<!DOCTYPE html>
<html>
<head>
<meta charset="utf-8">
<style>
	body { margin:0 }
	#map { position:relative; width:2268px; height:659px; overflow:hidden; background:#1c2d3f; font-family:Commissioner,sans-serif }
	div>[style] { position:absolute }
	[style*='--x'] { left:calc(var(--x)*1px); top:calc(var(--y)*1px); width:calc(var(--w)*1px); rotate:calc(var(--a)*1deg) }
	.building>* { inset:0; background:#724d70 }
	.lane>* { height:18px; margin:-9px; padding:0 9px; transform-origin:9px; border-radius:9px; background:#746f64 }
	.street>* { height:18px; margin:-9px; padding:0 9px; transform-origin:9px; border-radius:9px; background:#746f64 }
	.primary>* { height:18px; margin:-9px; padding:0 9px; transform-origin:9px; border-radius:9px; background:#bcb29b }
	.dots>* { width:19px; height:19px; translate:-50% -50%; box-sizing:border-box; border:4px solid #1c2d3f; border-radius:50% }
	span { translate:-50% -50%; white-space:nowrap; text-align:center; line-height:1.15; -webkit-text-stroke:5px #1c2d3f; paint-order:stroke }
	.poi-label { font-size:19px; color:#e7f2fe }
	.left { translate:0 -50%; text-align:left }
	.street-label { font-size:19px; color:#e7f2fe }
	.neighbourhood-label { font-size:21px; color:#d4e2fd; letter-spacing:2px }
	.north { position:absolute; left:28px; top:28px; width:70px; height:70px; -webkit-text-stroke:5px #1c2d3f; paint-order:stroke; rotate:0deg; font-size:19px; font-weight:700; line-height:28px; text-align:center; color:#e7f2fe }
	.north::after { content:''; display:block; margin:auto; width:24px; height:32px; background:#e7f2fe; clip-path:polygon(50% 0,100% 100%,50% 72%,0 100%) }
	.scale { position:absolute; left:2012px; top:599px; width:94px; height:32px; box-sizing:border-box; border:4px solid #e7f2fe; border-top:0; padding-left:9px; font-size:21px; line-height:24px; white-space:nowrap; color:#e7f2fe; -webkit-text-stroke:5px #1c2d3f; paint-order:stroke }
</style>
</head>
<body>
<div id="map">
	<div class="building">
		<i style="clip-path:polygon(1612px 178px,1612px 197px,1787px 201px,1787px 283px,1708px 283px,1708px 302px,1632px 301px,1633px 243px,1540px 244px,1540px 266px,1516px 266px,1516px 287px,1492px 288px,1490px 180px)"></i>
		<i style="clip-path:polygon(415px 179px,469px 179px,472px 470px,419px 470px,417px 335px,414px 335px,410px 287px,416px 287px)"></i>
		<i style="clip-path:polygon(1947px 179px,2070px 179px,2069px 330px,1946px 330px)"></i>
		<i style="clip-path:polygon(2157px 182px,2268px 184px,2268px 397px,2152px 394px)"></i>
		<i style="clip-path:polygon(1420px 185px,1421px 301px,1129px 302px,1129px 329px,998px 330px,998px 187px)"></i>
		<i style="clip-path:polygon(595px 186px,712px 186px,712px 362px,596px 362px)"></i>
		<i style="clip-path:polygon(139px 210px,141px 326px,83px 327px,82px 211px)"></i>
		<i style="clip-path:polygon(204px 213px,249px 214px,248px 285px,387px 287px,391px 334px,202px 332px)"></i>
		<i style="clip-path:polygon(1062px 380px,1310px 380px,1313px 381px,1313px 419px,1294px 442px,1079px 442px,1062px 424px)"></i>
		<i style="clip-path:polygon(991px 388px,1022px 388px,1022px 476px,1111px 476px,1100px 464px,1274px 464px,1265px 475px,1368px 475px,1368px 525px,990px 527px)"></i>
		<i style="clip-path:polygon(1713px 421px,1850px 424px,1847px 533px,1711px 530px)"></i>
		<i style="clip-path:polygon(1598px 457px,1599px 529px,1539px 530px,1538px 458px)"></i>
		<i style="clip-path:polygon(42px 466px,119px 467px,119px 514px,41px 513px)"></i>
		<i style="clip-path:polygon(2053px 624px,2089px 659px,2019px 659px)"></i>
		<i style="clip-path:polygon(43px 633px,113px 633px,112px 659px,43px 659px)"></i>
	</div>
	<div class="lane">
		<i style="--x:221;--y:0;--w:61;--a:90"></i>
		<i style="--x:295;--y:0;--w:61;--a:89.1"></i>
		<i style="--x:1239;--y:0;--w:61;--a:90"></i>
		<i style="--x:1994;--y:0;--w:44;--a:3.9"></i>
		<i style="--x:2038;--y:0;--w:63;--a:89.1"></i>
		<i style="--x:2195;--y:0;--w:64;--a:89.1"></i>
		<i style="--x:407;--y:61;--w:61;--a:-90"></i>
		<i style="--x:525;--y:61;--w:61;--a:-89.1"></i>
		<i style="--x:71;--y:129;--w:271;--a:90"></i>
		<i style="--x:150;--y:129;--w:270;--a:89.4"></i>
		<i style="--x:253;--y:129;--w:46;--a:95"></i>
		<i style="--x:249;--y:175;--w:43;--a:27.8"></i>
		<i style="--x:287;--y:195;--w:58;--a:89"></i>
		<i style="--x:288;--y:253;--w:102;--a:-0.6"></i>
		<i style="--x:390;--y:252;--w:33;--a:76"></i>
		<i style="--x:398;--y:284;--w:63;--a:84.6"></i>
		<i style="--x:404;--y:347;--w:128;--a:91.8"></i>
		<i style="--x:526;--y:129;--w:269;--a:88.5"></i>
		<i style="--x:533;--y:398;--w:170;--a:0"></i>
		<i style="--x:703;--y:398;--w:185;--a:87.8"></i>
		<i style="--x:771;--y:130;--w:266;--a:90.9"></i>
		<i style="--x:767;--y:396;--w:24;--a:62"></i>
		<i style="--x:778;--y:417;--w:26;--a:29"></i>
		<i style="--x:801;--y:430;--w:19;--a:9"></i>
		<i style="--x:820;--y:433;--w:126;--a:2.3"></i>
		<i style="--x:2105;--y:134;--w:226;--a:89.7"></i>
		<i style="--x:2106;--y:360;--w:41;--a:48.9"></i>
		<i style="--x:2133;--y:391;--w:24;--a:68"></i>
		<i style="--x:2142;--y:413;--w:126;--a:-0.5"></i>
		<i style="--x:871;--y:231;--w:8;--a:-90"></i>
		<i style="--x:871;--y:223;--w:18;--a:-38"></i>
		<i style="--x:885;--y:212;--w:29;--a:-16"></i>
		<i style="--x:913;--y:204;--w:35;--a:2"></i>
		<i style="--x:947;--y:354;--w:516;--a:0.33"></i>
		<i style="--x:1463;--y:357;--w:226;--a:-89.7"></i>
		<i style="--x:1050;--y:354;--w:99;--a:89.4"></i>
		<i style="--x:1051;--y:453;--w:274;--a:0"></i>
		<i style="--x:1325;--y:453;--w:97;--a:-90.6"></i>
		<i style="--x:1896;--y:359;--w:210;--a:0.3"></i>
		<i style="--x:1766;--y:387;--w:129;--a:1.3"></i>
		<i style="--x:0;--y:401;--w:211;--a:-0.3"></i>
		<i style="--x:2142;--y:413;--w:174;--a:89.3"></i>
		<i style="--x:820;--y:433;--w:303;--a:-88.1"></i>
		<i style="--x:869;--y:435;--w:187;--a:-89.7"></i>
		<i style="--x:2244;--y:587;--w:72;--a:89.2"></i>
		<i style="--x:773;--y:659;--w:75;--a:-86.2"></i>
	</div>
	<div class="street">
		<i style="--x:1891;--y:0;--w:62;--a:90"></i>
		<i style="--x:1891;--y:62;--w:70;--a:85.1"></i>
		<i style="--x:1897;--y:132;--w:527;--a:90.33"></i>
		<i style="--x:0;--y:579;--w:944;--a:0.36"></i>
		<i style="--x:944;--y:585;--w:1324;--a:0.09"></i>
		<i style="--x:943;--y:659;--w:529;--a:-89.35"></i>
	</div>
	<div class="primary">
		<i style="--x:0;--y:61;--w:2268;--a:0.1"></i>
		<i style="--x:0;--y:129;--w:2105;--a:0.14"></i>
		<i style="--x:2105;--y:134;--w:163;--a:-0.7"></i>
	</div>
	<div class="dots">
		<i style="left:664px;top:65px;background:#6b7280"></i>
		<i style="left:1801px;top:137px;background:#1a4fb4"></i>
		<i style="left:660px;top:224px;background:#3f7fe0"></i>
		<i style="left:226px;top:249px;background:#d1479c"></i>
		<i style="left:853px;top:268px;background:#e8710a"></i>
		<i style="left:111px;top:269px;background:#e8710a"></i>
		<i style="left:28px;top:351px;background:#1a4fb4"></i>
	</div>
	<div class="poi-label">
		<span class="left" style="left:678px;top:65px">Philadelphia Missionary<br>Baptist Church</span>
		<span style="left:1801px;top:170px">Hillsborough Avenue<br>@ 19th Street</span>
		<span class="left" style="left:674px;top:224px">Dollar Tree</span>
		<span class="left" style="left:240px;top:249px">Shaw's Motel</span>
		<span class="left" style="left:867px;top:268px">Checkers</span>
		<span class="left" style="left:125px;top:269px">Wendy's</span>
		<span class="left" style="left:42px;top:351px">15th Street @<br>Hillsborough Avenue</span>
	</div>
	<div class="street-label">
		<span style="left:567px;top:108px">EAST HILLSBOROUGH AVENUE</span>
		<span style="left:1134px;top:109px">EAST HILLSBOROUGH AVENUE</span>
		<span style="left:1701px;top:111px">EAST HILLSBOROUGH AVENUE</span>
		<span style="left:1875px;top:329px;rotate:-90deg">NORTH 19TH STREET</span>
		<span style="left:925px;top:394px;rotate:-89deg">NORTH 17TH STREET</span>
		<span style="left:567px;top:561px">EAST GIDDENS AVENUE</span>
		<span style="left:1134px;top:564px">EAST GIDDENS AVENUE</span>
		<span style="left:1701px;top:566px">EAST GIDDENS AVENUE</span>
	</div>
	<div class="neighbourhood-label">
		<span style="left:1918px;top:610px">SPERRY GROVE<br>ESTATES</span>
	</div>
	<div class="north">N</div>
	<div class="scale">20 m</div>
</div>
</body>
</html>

...

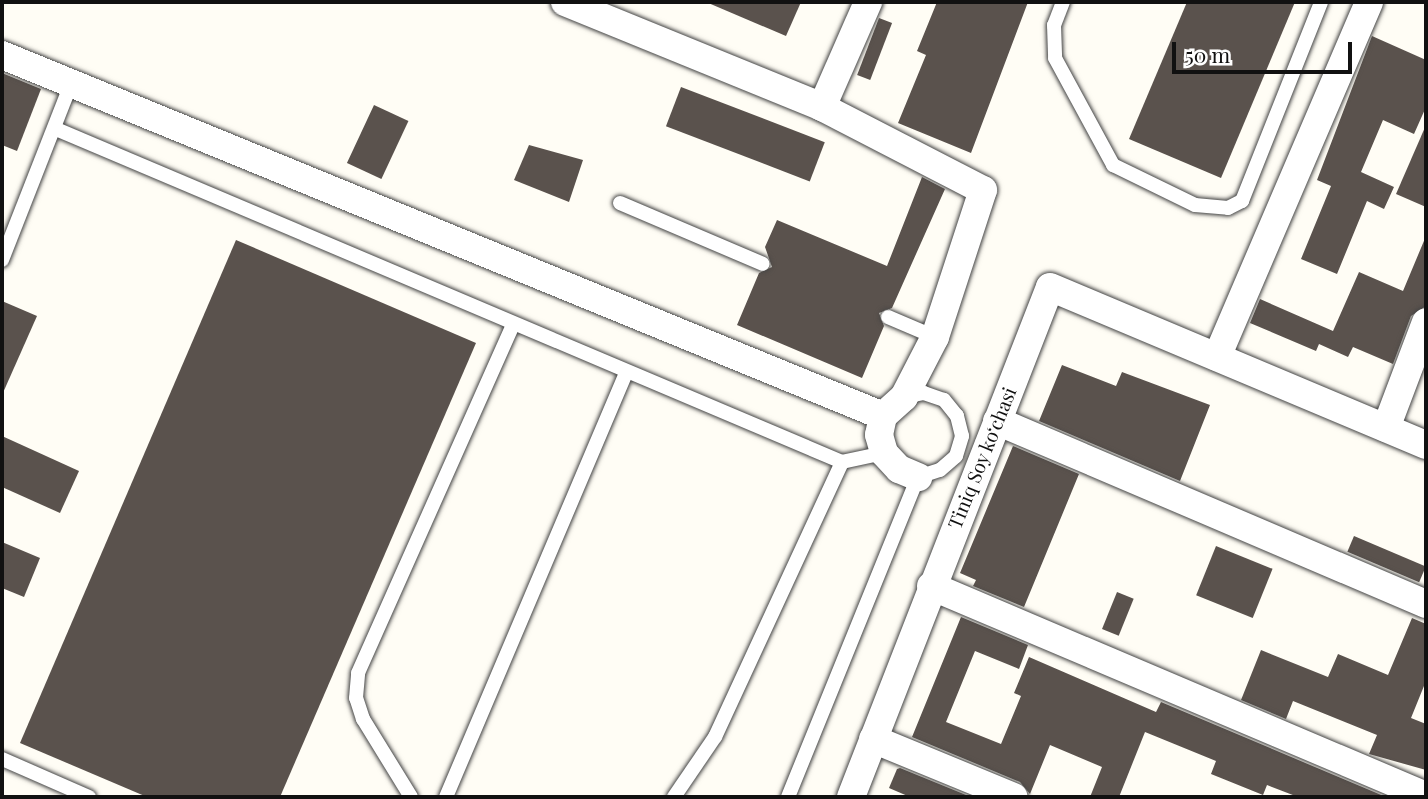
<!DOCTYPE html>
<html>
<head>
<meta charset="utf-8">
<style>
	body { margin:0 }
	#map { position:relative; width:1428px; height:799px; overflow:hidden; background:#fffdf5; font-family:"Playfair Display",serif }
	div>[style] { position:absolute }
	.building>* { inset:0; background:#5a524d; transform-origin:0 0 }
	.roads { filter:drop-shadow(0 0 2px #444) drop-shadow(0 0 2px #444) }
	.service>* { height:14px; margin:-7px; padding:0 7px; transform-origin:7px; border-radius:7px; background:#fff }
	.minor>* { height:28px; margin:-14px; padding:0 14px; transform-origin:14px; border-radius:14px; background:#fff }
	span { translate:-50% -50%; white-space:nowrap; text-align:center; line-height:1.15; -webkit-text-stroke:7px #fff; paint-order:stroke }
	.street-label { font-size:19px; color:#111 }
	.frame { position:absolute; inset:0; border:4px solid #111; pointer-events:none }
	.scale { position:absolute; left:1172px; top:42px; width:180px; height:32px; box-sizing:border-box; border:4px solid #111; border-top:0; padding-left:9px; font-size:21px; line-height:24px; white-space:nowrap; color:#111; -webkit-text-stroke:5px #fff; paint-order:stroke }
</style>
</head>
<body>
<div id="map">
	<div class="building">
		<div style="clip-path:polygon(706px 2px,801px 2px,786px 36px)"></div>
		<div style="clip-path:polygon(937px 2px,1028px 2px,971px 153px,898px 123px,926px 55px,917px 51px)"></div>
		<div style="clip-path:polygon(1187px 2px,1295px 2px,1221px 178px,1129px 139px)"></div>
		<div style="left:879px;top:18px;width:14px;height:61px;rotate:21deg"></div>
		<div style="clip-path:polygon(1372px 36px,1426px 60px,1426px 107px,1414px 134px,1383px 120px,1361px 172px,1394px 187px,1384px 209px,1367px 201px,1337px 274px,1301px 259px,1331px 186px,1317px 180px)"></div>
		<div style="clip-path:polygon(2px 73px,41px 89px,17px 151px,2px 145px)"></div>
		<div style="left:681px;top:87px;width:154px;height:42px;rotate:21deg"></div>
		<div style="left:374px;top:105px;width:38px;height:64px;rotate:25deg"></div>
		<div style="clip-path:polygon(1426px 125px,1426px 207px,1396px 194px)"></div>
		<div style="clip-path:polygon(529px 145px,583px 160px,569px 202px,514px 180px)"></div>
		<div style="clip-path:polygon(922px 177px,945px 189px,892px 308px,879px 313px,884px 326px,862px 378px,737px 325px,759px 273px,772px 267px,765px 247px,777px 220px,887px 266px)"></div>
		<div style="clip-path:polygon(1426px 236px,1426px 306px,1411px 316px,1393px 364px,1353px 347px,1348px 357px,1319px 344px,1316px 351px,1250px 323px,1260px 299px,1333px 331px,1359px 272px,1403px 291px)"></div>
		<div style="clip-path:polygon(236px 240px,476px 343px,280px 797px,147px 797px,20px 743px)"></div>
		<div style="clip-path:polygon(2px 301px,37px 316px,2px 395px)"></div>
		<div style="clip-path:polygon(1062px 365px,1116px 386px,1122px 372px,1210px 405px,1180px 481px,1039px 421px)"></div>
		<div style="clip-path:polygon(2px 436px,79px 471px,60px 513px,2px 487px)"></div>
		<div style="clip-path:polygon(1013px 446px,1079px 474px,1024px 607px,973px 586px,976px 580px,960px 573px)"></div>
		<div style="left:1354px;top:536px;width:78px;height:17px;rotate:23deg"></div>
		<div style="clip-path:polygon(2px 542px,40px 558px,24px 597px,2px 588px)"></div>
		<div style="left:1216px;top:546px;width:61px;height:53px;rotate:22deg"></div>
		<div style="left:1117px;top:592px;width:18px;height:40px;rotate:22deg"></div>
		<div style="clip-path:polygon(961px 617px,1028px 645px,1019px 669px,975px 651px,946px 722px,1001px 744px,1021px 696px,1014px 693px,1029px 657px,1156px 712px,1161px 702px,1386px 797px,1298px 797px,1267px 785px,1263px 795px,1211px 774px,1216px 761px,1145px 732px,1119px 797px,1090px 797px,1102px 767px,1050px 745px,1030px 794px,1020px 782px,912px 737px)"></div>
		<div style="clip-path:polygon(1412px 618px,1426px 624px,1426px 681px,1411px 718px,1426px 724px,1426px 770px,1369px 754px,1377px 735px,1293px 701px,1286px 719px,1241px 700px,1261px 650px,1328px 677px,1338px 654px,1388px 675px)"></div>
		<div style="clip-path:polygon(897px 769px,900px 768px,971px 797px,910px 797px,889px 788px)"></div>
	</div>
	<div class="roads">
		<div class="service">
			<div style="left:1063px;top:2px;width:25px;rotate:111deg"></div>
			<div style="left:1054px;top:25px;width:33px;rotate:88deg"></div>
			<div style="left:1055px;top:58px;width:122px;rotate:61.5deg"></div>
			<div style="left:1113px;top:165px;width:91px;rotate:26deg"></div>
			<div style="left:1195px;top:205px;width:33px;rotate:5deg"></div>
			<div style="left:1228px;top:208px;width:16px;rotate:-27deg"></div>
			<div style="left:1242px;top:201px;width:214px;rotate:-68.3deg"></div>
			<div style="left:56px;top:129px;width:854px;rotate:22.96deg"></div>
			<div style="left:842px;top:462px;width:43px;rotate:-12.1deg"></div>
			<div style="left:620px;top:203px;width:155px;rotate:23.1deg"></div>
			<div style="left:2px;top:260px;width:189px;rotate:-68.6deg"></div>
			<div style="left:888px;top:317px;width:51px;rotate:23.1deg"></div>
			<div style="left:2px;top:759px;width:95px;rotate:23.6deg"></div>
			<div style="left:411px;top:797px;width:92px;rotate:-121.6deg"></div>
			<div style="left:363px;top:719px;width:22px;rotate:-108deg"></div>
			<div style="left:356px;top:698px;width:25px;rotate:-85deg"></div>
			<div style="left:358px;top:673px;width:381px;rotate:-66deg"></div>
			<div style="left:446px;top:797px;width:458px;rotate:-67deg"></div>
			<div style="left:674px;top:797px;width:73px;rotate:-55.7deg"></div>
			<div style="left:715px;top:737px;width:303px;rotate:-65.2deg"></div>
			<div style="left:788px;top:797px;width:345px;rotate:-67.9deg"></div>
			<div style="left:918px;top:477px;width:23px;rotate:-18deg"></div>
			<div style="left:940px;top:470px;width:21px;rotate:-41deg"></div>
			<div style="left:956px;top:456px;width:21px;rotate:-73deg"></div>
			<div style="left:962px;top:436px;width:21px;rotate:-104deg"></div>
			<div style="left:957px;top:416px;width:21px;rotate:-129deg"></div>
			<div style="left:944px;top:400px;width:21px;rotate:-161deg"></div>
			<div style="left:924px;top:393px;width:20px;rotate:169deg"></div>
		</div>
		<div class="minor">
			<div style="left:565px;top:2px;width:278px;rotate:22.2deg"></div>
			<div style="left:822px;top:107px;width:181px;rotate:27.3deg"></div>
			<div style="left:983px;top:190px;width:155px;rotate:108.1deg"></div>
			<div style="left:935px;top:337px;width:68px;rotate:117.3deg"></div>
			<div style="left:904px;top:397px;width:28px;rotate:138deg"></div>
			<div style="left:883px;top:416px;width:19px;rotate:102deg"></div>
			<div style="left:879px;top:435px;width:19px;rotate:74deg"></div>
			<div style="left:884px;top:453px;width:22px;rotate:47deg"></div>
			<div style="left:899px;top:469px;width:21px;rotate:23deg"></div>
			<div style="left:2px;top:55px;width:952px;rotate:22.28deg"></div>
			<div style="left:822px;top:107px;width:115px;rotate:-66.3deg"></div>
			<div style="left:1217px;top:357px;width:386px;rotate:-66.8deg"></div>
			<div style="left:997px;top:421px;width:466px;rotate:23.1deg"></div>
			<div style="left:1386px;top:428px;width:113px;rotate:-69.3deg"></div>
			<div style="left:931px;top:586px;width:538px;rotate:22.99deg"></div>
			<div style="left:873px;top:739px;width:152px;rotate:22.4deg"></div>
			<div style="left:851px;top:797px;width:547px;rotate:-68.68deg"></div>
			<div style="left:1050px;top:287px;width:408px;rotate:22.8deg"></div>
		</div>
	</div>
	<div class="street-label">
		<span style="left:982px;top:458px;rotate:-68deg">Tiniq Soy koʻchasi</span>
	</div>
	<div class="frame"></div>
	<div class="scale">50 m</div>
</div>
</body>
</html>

* **What you will do**:
Copy out all lines of the material above in which "hidden" occurs.

* **Result**:
	#map { position:relative; width:2268px; height:659px; overflow:hidden; background:#1c2d3f; font-family:Commissioner,sans-serif }
	#map { position:relative; width:1428px; height:799px; overflow:hidden; background:#fffdf5; font-family:"Playfair Display",serif }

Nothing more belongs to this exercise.